🎫 TokenEmbedding

🟢 Beginner ✅ Stable ⏱️ Time Series

🎯 Overview

The TokenEmbedding layer embeds raw time series values using 1D convolution with learnable filters and bias. It transforms raw numerical input values into rich, learnable feature representations suitable for transformer-based models and deep learning architectures.

This layer is inspired by the TokenEmbedding component used in state-of-the-art time series forecasting models like Informer and TimeMixer.

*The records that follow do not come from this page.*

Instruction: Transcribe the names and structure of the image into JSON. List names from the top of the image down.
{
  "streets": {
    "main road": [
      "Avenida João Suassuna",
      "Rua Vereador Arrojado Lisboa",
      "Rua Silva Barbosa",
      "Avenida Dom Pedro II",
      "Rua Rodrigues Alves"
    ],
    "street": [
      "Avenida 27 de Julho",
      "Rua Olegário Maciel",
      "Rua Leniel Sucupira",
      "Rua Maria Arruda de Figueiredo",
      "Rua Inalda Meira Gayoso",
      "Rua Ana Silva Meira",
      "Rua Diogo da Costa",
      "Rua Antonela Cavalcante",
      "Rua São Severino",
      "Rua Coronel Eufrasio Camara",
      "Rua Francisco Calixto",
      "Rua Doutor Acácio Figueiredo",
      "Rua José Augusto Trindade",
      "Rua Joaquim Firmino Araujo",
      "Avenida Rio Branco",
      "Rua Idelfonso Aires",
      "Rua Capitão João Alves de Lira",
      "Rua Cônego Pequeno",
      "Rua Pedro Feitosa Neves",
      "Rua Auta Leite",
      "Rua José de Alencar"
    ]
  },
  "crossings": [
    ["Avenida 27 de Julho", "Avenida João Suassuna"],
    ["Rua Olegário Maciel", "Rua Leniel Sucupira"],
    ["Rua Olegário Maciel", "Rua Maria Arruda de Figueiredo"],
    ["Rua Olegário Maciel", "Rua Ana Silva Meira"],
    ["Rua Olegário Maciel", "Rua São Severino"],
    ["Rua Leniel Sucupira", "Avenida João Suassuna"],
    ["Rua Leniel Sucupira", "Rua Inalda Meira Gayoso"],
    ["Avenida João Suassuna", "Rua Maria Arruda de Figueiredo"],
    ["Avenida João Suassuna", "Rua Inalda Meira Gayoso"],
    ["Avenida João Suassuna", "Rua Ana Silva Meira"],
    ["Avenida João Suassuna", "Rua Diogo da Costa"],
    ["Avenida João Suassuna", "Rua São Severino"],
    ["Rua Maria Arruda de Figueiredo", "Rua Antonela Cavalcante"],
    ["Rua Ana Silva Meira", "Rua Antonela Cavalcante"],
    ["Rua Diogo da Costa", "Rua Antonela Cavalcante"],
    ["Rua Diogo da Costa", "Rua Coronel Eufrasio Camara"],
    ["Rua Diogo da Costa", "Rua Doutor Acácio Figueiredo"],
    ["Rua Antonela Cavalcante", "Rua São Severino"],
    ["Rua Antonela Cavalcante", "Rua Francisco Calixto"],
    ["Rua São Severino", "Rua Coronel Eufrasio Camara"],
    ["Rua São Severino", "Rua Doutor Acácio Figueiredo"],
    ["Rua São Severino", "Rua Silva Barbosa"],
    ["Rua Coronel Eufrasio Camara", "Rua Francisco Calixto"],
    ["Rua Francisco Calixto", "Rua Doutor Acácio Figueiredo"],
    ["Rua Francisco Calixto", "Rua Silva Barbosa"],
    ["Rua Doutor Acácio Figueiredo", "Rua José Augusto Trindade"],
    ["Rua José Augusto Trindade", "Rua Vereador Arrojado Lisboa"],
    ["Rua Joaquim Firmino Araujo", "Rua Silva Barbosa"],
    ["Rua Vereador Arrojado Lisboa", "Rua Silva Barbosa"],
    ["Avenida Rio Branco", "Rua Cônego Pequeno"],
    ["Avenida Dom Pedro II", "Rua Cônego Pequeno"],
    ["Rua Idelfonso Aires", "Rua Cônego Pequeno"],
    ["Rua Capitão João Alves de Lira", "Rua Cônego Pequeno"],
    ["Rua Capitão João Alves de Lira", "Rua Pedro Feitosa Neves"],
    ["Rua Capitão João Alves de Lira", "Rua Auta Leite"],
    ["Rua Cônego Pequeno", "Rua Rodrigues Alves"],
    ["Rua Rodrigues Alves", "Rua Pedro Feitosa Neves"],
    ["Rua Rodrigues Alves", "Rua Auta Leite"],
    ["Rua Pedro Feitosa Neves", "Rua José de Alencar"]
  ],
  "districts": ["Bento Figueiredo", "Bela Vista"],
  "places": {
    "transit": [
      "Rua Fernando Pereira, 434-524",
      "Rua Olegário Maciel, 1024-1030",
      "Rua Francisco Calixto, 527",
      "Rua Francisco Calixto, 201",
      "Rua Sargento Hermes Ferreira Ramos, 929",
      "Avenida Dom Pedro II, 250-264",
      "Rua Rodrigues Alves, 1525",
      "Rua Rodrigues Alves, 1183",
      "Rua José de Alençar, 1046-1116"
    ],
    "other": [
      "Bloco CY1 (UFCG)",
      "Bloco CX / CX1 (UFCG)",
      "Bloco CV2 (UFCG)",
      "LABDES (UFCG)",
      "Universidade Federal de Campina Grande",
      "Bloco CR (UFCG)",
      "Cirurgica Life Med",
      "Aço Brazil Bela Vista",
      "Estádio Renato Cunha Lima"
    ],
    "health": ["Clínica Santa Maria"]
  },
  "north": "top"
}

It provides a learnable alternative to fixed embeddings, allowing the model to discover optimal feature representations during training.

🔍 How It Works

The TokenEmbedding layer processes data through a 1D convolutional transformation:

Input Reception: Receives raw time series values of shape (batch, time_steps, channels)
Transposition: Rearranges to (batch, channels, time_steps) for Conv1D
1D Convolution: Applies learnable 3×1 kernels across the time dimension
Same Padding: Preserves temporal dimension using "same" padding
Output Generation: Returns embedded features of shape (batch, time_steps, d_model)

graph TD
    A["Input: (batch, time, c_in)"] -->|Transpose| B["(batch, c_in, time)"]
    B -->|Conv1D kernel=3<br/>filters=d_model| C["(batch, d_model, time)"]
    C -->|Transpose| D["Output: (batch, time, d_model)"]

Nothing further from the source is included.